§ **PROBLEM DESCRIPTION**
Below are some entries; set them all down exactly.
-------- DATA IN THIS EXERCISE --------
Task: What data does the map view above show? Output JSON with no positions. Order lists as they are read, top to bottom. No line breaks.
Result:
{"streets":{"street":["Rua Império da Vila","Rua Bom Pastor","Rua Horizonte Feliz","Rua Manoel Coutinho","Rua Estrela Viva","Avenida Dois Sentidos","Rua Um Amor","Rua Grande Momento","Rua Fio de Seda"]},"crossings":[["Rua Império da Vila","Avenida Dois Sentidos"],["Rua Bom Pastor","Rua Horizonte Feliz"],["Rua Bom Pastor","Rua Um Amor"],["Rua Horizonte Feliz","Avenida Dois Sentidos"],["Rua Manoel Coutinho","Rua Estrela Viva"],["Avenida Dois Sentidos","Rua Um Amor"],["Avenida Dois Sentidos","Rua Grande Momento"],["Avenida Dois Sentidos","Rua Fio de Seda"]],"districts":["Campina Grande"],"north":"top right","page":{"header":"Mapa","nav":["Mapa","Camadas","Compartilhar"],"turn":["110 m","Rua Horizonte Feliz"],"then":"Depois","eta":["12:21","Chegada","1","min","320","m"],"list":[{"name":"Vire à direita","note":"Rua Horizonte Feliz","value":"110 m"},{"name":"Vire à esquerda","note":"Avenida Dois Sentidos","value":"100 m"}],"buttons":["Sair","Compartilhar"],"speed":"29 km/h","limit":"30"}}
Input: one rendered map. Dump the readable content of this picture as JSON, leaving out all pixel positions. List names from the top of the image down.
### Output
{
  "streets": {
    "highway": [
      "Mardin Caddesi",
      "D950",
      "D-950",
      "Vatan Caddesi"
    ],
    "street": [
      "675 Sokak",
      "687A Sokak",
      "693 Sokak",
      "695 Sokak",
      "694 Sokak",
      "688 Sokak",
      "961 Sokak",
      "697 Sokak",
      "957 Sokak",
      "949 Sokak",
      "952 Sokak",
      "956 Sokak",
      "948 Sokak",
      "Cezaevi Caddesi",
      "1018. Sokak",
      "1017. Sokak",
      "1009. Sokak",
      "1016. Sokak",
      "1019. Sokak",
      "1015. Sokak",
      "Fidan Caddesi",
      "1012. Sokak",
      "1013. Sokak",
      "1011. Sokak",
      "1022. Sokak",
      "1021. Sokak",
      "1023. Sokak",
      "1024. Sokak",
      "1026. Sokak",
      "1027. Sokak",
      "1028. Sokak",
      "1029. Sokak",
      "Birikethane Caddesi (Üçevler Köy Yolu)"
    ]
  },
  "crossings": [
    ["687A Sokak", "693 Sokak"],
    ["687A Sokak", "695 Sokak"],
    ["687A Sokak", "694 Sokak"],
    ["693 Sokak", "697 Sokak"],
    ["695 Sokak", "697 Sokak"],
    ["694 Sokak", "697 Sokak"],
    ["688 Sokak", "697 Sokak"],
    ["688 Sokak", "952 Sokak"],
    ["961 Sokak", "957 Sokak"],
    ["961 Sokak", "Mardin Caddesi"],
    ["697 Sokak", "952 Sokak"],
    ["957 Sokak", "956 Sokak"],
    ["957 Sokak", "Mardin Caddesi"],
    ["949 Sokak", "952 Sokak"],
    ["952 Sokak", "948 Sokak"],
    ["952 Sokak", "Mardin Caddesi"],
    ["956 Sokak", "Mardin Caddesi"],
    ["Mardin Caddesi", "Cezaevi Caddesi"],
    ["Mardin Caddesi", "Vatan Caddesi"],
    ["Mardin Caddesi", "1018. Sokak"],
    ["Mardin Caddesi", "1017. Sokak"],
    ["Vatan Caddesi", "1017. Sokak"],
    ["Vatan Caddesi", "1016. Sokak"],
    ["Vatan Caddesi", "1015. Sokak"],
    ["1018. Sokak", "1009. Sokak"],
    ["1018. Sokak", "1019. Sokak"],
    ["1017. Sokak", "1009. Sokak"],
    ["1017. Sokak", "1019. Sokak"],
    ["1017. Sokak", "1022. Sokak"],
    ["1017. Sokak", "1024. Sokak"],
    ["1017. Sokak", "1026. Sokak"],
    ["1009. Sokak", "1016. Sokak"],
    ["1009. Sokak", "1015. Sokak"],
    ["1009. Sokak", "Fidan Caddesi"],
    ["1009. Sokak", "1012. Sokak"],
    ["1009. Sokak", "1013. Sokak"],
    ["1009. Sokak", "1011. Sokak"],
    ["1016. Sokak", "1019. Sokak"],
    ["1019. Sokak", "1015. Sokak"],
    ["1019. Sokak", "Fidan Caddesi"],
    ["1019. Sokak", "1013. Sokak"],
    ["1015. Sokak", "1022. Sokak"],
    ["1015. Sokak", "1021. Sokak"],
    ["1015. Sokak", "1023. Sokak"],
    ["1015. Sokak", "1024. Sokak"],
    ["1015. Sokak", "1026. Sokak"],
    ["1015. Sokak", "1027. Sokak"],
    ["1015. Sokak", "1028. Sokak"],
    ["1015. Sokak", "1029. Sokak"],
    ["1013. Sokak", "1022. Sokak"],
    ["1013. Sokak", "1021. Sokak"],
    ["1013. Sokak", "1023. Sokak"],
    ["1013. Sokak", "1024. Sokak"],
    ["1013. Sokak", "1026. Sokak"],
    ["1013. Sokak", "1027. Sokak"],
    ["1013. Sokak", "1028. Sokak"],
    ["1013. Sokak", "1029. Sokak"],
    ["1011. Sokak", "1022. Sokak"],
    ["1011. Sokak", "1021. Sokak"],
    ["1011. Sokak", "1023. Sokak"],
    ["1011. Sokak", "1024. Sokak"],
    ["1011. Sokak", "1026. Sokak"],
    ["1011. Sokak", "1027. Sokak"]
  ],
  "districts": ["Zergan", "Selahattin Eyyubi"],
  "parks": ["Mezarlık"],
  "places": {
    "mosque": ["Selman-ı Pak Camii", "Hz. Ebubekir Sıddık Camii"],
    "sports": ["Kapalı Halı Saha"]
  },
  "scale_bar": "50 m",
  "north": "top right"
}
--------
§ **ANSWER FOR THE TASK**
Task: What data does the map view above show? Output JSON with no positions. Order lists as they are read, top to bottom. No line breaks.
Result:
{"streets":{"street":["Rua Império da Vila","Rua Bom Pastor","Rua Horizonte Feliz","Rua Manoel Coutinho","Rua Estrela Viva","Avenida Dois Sentidos","Rua Um Amor","Rua Grande Momento","Rua Fio de Seda"]},"crossings":[["Rua Império da Vila","Avenida Dois Sentidos"],["Rua Bom Pastor","Rua Horizonte Feliz"],["Rua Bom Pastor","Rua Um Amor"],["Rua Horizonte Feliz","Avenida Dois Sentidos"],["Rua Manoel Coutinho","Rua Estrela Viva"],["Avenida Dois Sentidos","Rua Um Amor"],["Avenida Dois Sentidos","Rua Grande Momento"],["Avenida Dois Sentidos","Rua Fio de Seda"]],"districts":["Campina Grande"],"north":"top right","page":{"header":"Mapa","nav":["Mapa","Camadas","Compartilhar"],"turn":["110 m","Rua Horizonte Feliz"],"then":"Depois","eta":["12:21","Chegada","1","min","320","m"],"list":[{"name":"Vire à direita","note":"Rua Horizonte Feliz","value":"110 m"},{"name":"Vire à esquerda","note":"Avenida Dois Sentidos","value":"100 m"}],"buttons":["Sair","Compartilhar"],"speed":"29 km/h","limit":"30"}}
Input: one rendered map. Dump the readable content of this picture as JSON, leaving out all pixel positions. List names from the top of the image down.
### Output
{
  "streets": {
    "highway": [
      "Mardin Caddesi",
      "D950",
      "D-950",
      "Vatan Caddesi"
    ],
    "street": [
      "675 Sokak",
      "687A Sokak",
      "693 Sokak",
      "695 Sokak",
      "694 Sokak",
      "688 Sokak",
      "961 Sokak",
      "697 Sokak",
      "957 Sokak",
      "949 Sokak",
      "952 Sokak",
      "956 Sokak",
      "948 Sokak",
      "Cezaevi Caddesi",
      "1018. Sokak",
      "1017. Sokak",
      "1009. Sokak",
      "1016. Sokak",
      "1019. Sokak",
      "1015. Sokak",
      "Fidan Caddesi",
      "1012. Sokak",
      "1013. Sokak",
      "1011. Sokak",
      "1022. Sokak",
      "1021. Sokak",
      "1023. Sokak",
      "1024. Sokak",
      "1026. Sokak",
      "1027. Sokak",
      "1028. Sokak",
      "1029. Sokak",
      "Birikethane Caddesi (Üçevler Köy Yolu)"
    ]
  },
  "crossings": [
    ["687A Sokak", "693 Sokak"],
    ["687A Sokak", "695 Sokak"],
    ["687A Sokak", "694 Sokak"],
    ["693 Sokak", "697 Sokak"],
    ["695 Sokak", "697 Sokak"],
    ["694 Sokak", "697 Sokak"],
    ["688 Sokak", "697 Sokak"],
    ["688 Sokak", "952 Sokak"],
    ["961 Sokak", "957 Sokak"],
    ["961 Sokak", "Mardin Caddesi"],
    ["697 Sokak", "952 Sokak"],
    ["957 Sokak", "956 Sokak"],
    ["957 Sokak", "Mardin Caddesi"],
    ["949 Sokak", "952 Sokak"],
    ["952 Sokak", "948 Sokak"],
    ["952 Sokak", "Mardin Caddesi"],
    ["956 Sokak", "Mardin Caddesi"],
    ["Mardin Caddesi", "Cezaevi Caddesi"],
    ["Mardin Caddesi", "Vatan Caddesi"],
    ["Mardin Caddesi", "1018. Sokak"],
    ["Mardin Caddesi", "1017. Sokak"],
    ["Vatan Caddesi", "1017. Sokak"],
    ["Vatan Caddesi", "1016. Sokak"],
    ["Vatan Caddesi", "1015. Sokak"],
    ["1018. Sokak", "1009. Sokak"],
    ["1018. Sokak", "1019. Sokak"],
    ["1017. Sokak", "1009. Sokak"],
    ["1017. Sokak", "1019. Sokak"],
    ["1017. Sokak", "1022. Sokak"],
    ["1017. Sokak", "1024. Sokak"],
    ["1017. Sokak", "1026. Sokak"],
    ["1009. Sokak", "1016. Sokak"],
    ["1009. Sokak", "1015. Sokak"],
    ["1009. Sokak", "Fidan Caddesi"],
    ["1009. Sokak", "1012. Sokak"],
    ["1009. Sokak", "1013. Sokak"],
    ["1009. Sokak", "1011. Sokak"],
    ["1016. Sokak", "1019. Sokak"],
    ["1019. Sokak", "1015. Sokak"],
    ["1019. Sokak", "Fidan Caddesi"],
    ["1019. Sokak", "1013. Sokak"],
    ["1015. Sokak", "1022. Sokak"],
    ["1015. Sokak", "1021. Sokak"],
    ["1015. Sokak", "1023. Sokak"],
    ["1015. Sokak", "1024. Sokak"],
    ["1015. Sokak", "1026. Sokak"],
    ["1015. Sokak", "1027. Sokak"],
    ["1015. Sokak", "1028. Sokak"],
    ["1015. Sokak", "1029. Sokak"],
    ["1013. Sokak", "1022. Sokak"],
    ["1013. Sokak", "1021. Sokak"],
    ["1013. Sokak", "1023. Sokak"],
    ["1013. Sokak", "1024. Sokak"],
    ["1013. Sokak", "1026. Sokak"],
    ["1013. Sokak", "1027. Sokak"],
    ["1013. Sokak", "1028. Sokak"],
    ["1013. Sokak", "1029. Sokak"],
    ["1011. Sokak", "1022. Sokak"],
    ["1011. Sokak", "1021. Sokak"],
    ["1011. Sokak", "1023. Sokak"],
    ["1011. Sokak", "1024. Sokak"],
    ["1011. Sokak", "1026. Sokak"],
    ["1011. Sokak", "1027. Sokak"]
  ],
  "districts": ["Zergan", "Selahattin Eyyubi"],
  "parks": ["Mezarlık"],
  "places": {
    "mosque": ["Selman-ı Pak Camii", "Hz. Ebubekir Sıddık Camii"],
    "sports": ["Kapalı Halı Saha"]
  },
  "scale_bar": "50 m",
  "north": "top right"
}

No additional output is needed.